Typically, the demand for gold increases during the three months of October to December due to festivals such as Dussehra and Dhanteras – the first day of the Diwali festival – as well as a busy wedding season. But high gold prices and the impact of the pandemic are expected to affect sentiment and demand. Covid-19 has triggered lockdowns in India that have reduced growth prospects and left millions unemployed.
Although pent-up demand is expected to surface in the current quarter, it is unlikely to offset a drop in full-year gold demand for India, according to the World Gold Council.
Somasundaram said a “sense of cautious optimism has returned” as people gradually learn to live with Covid-19.
“However, as we are still reeling from the pandemic and the fear of a second wave of infections without a clear view of many variables on consumer behavior, price volatility or the duration of disruptions in demand. ‘annual gold in India other than to say that demand could be low over several years,’ Somasundaram said.
According to the World Gold Council’s Gold Demand Trends Report, global gold demand fell 19% year-on-year to 892 tonnes for the July-September quarter – this was the highest quarterly total. low since the third quarter of 2009.
Central banks sold 12.1 tonnes of gold in net sales during the July-September quarter for the first time since late 2010. This was mainly driven by the central banks of Uzbekistan and Turkey, while six others , including the Reserve Bank of India, slightly increased their gold volume. reservations, according to the report.
Although aggregate demand for gold fell, the three months saw a significant surge in investment demand which rose 21% year over year as investors bought gold bars, gold-backed coins and ETFs.
Gold is seen as a safe investment to invest money in when markets face uncertainty or are volatile, which was the case during the pandemic and ahead of next week’s US presidential election.
Buyers, however, have been hesitant to buy gold jewelry due to the record price of the precious metal in many currencies and the economic uncertainties they face due to the global recession caused by the pandemic.
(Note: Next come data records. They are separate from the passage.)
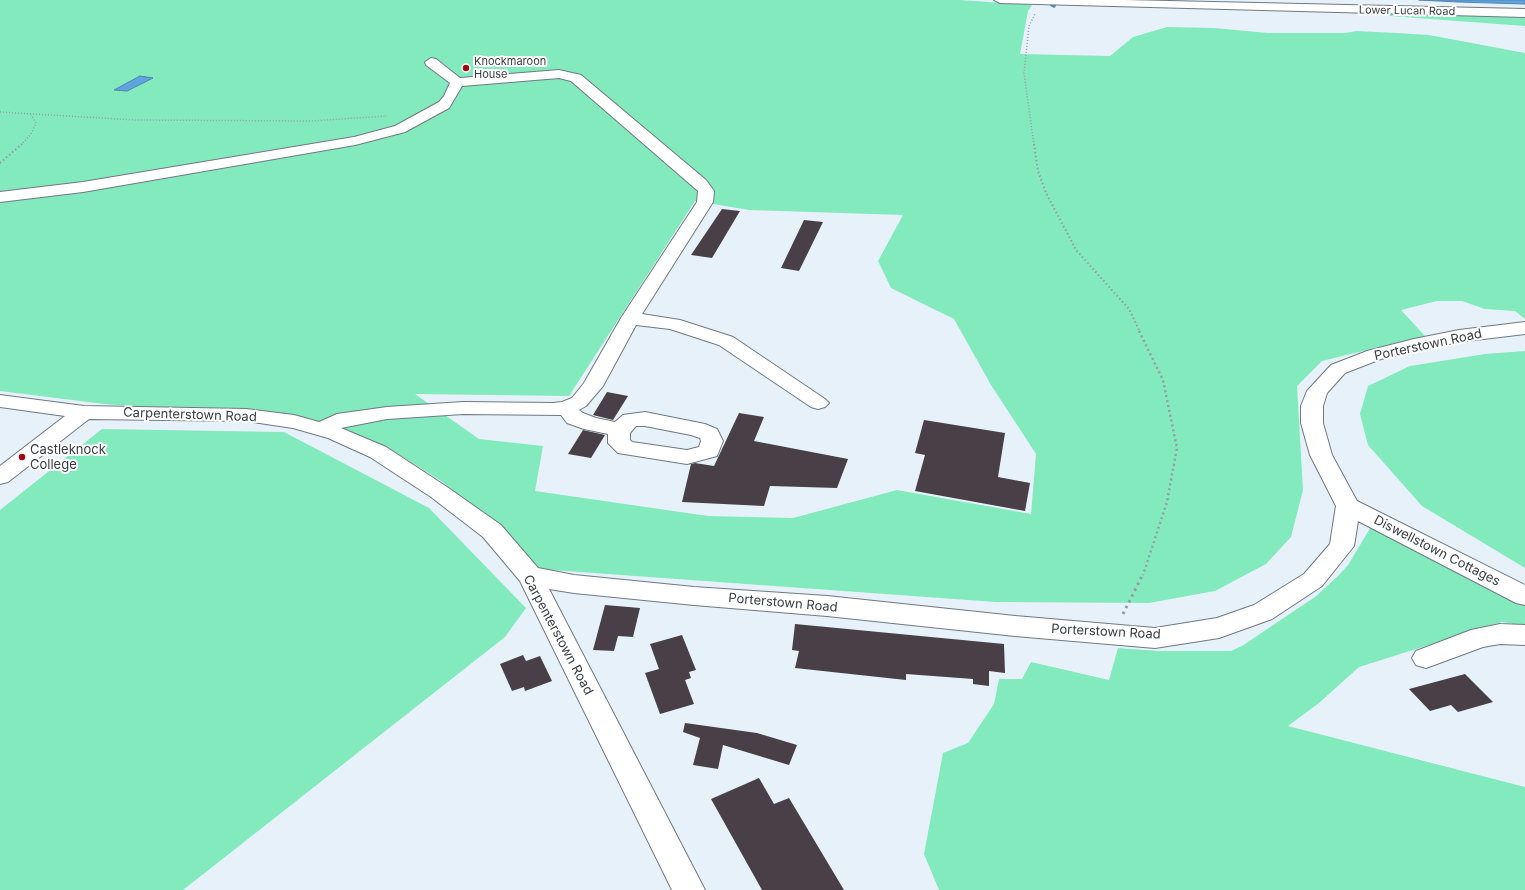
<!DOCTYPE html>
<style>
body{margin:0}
canvas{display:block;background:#e7f1fa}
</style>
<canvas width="1525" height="890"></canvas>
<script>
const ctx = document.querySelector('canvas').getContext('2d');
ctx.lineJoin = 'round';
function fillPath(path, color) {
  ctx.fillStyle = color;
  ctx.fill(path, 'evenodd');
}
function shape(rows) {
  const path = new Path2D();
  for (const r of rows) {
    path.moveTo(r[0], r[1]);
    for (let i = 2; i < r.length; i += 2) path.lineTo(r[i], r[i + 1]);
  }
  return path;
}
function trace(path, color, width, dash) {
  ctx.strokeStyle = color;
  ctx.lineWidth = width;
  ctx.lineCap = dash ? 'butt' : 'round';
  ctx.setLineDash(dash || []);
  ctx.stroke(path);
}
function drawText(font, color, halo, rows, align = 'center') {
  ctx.font = font + ' Inter,sans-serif';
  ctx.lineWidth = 4;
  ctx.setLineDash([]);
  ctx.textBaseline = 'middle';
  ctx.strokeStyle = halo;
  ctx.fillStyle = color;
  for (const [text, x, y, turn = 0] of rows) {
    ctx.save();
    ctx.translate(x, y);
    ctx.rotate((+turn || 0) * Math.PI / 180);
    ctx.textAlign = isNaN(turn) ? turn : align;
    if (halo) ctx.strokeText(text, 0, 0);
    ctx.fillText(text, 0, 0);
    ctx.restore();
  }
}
fillPath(shape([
 [0,0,959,0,1032,5,1028,11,1020,54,1110,56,1133,37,1167,27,1214,28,1268,33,1345,33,1356,31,1397,33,1429,35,1525,53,1525,319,1515,311,1485,309,1462,301,1437,301,1401,310,1425,336,1322,361,1297,386,1303,490,1291,537,1266,564,1215,591,1149,603,996,602,538,569,498,527,441,481,387,447,340,428,189,410,104,404,0,391],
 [695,201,749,210,903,215,878,261,891,288,954,319,991,385,1036,454,1031,514,897,490,793,518,708,516,535,491,543,446,479,439,415,394,569,396],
 [1336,12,1525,15,1525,26],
 [1525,351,1525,568,1422,506,1368,445,1360,414,1368,386,1410,366,1485,354],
 [102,429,284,432,429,508,526,608,505,637,183,890,0,890,0,510],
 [1372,525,1525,603,1525,626,1502,622,1359,667,1319,703,1288,726,1525,787,1525,890,939,890,924,854,943,753,968,743,994,704,999,679,1022,679,1031,662,1109,680,1118,648,1158,651,1231,651,1242,646,1291,613,1315,597,1338,576,1348,565]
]), '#83eabe');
const water = shape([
 [1419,0,1525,0,1525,4,1458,2,1419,0],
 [140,76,153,78,127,91,114,90,140,76]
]);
fillPath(water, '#5da4e1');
trace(water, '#5285b1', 1);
trace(shape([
 [1052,5,1054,6]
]), '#5285b1', 3.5);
fillPath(shape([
 [722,209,740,211,712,258,691,255],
 [804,220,823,222,799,271,781,268],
 [607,392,628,396,613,420,593,415],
 [739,413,764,417,754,441,848,459,837,488,770,486,764,506,682,502,691,464,695,463,714,466],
 [924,420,1005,433,998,477,1030,483,1025,511,915,491,925,455,915,453],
 [583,430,605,435,591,458,568,454],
 [605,605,640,608,633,637,618,636,614,651,593,650],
 [795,624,1004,644,1005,673,989,671,989,686,973,684,973,679,906,674,906,680,795,668,799,651,792,650],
 [682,635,696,670,689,672,691,678,685,680,694,704,660,714,645,673,659,669,650,644],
 [523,655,526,661,540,656,552,681,525,691,524,687,512,691,500,664],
 [1465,674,1493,702,1458,712,1451,705,1430,711,1409,689],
 [685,723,757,733,797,745,789,765,723,745,718,769,693,765,700,738,683,732],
 [759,778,774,804,789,798,844,890,762,890,711,799]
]), '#483f47');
const minor = shape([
 [994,0,1124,0,1525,9,1525,17,1000,3,994,0],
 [431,58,436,59,460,78,559,70,581,75,706,180,714,191,713,202,642,314,680,320,733,337,825,399,829,403,825,407,818,409,811,407,719,345,670,329,636,325,603,386,586,406,579,410,583,413,596,418,615,422,623,415,645,412,705,424,717,429,723,441,717,456,687,464,618,453,608,443,608,434,584,429,567,423,561,415,463,414,387,419,341,428,386,447,447,487,501,525,538,568,574,575,694,587,827,596,1015,616,1155,628,1217,618,1254,605,1304,574,1330,544,1336,506,1310,455,1301,423,1301,406,1307,391,1331,365,1367,351,1414,339,1459,330,1525,322,1525,334,1459,342,1414,351,1381,359,1345,373,1327,393,1323,406,1323,423,1332,455,1357,501,1525,585,1525,605,1516,603,1358,521,1354,546,1322,586,1272,619,1219,638,1155,648,1015,636,827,616,694,605,574,593,549,589,705,890,672,890,520,581,483,537,431,497,370,457,328,438,293,428,246,421,89,419,8,482,0,484,0,466,65,416,0,407,0,395,84,406,246,409,294,415,319,422,337,414,387,407,463,402,553,403,562,402,572,398,584,383,621,318,697,202,698,191,571,81,559,78,462,86,449,108,405,132,355,145,83,192,0,202,0,192,83,182,354,137,395,126,439,102,444,96,450,83,426,65,425,62,431,58],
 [636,426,645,426,691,435,700,438,701,441,699,447,687,450,632,442,630,440,630,433,636,426],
 [1500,624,1525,625,1525,645,1500,644,1483,647,1426,668,1416,665,1412,658,1416,651,1471,630,1500,624]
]);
trace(minor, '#707981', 2);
trace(shape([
 [0,112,135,120,310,121,387,116],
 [21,145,31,134,36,123,31,115],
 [1034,145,1024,73,1029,26,1035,14]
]), '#959ca3', 1.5, [1, 2]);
trace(shape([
 [1034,144,1038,171,1046,193,1076,250,1129,309,1140,332],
 [0,163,22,144]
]), '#959ca3', 2, [1.5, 2.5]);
trace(shape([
 [1139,331,1163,380,1177,448,1167,502,1143,575]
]), '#959ca3', 2.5, [2, 3]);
trace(shape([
 [1123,614,1143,574]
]), '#959ca3', 3, [2.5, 4]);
fillPath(minor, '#fff');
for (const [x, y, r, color] of [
 [466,68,4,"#a20716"],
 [22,457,4,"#a20716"]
]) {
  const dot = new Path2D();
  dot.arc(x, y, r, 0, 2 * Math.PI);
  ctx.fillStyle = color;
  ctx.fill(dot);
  trace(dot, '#fff', 1.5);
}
drawText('11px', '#383c40', '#fff', [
 ["Lower Lucan Road",1407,11,1]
]);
drawText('11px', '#383c40', '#fff', [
 ["Knockmaroon",474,62],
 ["House",474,75]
], 'left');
drawText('13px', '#383c40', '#fff', [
 ["Porterstown Road",1428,345,-12],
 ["Carpenterstown Road",190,415,2],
 ["Diswellstown Cottages",1437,551,27],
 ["Porterstown Road",783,603,5],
 ["Porterstown Road",1106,632,3],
 ["Carpenterstown Road",558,635,62]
]);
drawText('13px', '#383c40', '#fff', [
 ["Castleknock",30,450],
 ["College",30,465]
], 'left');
</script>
Demand for jewelry has fallen 29% from a year ago.
Spot gold rallied above $ 2,000 in August before returning to trade around the $ 1,900 level in recent weeks. It traded at around $ 1,869 an ounce on Friday afternoon at 1:51 p.m. HK / SIN.
The impact of the pandemic is still being felt in the global gold market, according to Louise Street, World Gold Council trade information.
“The combination of persistent social restrictions in many markets, the economic impact of lockdowns, and still high gold prices in many currencies have proven to be too big for many jewelry buyers,” Street said in a statement. . “We believe this trend is likely to continue for the foreseeable future. ”
Total gold supply fell 3% year-on-year to 1,223.6 tonnes in the July-September quarter, linked to coronavirus-related restrictions at mines in the first half of the year.